**Problem details:** Below is a block of entries; repeat exactly the lines starting at the line that contains "position:absolute; right:15px; bottom:15px;" and ending at the line that contains "position:absolute; left:288px; top:261px;", both included.

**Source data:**

= = =

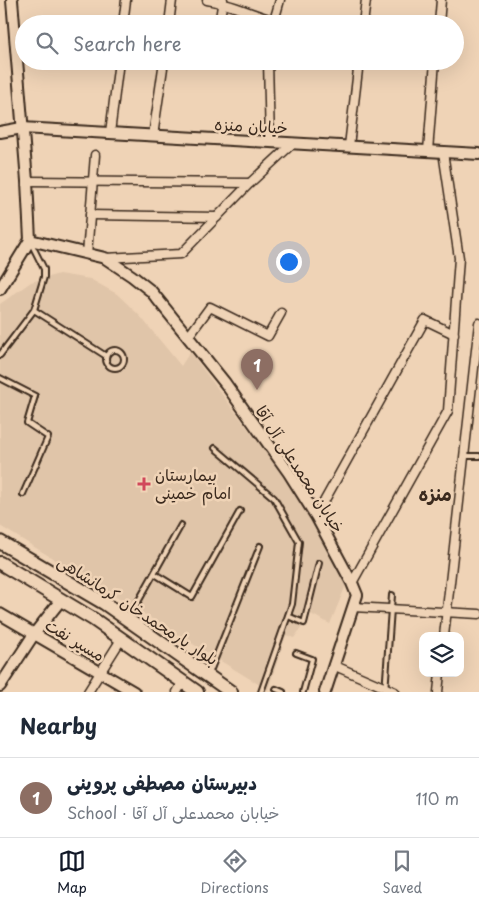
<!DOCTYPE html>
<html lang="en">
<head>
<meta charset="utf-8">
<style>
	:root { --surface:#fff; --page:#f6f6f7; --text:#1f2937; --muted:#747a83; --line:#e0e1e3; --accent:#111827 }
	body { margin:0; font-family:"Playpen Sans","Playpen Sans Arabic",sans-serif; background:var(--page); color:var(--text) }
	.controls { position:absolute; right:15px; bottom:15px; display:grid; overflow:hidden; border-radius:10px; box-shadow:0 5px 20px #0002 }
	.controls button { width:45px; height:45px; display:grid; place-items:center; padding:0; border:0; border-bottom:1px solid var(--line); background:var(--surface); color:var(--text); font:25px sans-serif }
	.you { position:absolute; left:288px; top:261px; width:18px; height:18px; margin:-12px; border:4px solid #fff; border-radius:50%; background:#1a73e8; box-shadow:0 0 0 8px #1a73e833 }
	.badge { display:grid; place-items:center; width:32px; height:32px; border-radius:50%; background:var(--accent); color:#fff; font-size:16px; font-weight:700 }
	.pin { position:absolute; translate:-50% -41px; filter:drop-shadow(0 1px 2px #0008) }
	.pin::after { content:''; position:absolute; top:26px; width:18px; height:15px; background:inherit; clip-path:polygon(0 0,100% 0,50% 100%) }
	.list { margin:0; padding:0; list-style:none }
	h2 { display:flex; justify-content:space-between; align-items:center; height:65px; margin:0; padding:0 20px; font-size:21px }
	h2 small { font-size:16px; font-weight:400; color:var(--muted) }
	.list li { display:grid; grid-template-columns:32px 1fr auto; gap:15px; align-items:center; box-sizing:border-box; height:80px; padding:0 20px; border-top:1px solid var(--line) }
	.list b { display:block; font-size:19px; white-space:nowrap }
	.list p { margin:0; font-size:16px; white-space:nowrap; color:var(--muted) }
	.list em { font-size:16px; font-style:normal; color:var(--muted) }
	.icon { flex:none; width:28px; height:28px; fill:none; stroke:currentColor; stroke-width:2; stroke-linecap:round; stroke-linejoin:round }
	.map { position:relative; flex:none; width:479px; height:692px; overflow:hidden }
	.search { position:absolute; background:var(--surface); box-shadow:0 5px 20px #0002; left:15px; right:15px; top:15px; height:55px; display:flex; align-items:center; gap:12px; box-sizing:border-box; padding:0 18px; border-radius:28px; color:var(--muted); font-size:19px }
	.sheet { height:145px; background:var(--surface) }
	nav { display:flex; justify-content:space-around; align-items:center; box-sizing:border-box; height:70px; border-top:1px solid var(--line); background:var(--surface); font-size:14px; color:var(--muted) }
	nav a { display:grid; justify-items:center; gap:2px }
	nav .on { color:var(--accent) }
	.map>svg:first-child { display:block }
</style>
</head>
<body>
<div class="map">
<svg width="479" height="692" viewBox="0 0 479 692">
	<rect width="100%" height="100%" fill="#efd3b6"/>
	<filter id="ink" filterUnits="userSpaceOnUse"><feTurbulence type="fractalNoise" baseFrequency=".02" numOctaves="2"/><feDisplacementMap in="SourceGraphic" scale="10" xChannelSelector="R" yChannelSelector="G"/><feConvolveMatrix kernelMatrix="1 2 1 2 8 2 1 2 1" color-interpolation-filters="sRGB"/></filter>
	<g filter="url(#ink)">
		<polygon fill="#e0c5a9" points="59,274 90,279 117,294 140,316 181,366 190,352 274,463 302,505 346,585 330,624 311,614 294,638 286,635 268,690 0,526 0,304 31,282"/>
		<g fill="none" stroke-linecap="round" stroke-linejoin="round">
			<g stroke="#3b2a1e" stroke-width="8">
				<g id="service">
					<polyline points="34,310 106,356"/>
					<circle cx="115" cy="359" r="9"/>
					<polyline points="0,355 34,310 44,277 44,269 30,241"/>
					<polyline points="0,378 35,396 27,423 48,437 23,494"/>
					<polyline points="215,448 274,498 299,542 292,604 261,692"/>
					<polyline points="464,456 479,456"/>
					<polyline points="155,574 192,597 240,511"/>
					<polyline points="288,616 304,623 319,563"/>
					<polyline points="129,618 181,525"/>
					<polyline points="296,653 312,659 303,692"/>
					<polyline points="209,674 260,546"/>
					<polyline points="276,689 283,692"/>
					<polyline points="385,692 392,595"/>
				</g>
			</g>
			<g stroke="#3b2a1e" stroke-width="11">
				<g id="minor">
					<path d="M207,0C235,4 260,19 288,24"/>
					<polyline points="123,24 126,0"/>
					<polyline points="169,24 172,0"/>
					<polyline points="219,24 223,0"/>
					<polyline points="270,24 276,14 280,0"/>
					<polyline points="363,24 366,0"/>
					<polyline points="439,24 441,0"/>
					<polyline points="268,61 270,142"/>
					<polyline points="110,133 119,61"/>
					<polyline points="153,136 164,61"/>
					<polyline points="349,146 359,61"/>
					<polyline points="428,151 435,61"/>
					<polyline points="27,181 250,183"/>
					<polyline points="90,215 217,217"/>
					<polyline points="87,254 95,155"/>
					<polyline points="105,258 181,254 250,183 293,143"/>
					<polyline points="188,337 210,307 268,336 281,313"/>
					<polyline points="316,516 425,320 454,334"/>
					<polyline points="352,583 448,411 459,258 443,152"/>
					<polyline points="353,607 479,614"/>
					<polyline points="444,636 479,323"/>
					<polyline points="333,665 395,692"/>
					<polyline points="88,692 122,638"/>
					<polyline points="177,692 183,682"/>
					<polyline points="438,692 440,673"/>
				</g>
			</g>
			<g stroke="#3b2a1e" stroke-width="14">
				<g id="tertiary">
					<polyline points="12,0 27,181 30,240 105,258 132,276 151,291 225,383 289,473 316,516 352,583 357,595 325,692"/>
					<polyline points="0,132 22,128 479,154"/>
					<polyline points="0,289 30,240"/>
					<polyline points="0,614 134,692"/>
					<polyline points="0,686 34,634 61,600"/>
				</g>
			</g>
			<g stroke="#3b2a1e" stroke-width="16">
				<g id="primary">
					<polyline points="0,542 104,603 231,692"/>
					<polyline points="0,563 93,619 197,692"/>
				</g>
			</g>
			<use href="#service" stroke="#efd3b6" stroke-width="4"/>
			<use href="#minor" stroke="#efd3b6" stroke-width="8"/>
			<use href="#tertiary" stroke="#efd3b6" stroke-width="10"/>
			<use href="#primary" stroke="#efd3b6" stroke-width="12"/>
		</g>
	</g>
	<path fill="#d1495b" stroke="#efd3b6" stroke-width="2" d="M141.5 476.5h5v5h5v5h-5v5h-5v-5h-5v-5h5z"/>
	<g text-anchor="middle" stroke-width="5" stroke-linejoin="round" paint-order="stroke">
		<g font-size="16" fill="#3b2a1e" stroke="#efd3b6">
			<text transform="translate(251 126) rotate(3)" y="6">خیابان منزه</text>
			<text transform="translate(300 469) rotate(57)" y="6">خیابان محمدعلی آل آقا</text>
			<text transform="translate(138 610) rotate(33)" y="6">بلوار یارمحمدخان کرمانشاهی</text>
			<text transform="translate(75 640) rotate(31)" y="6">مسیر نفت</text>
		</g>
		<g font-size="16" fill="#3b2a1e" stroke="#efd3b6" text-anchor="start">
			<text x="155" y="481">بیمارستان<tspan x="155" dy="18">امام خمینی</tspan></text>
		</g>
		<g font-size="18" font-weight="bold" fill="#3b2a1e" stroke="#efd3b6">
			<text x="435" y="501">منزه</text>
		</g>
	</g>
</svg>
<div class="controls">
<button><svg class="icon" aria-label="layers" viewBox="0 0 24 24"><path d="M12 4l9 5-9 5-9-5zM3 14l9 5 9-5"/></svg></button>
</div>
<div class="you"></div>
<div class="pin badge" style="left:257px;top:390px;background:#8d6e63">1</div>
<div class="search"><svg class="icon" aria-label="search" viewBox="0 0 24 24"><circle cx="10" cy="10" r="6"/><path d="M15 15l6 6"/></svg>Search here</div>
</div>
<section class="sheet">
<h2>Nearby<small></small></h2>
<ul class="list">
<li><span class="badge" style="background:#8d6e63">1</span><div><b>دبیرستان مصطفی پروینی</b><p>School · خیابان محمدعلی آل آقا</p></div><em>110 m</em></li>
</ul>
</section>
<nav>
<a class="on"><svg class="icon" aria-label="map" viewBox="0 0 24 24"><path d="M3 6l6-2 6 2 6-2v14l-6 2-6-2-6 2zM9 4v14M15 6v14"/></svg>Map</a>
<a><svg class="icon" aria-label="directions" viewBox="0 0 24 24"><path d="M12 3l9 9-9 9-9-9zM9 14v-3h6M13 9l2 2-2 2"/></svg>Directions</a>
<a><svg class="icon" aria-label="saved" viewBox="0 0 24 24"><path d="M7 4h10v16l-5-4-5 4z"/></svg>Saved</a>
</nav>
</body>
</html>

= = =

**Exercise solution:**
	.controls { position:absolute; right:15px; bottom:15px; display:grid; overflow:hidden; border-radius:10px; box-shadow:0 5px 20px #0002 }
	.controls button { width:45px; height:45px; display:grid; place-items:center; padding:0; border:0; border-bottom:1px solid var(--line); background:var(--surface); color:var(--text); font:25px sans-serif }
	.you { position:absolute; left:288px; top:261px; width:18px; height:18px; margin:-12px; border:4px solid #fff; border-radius:50%; background:#1a73e8; box-shadow:0 0 0 8px #1a73e833 }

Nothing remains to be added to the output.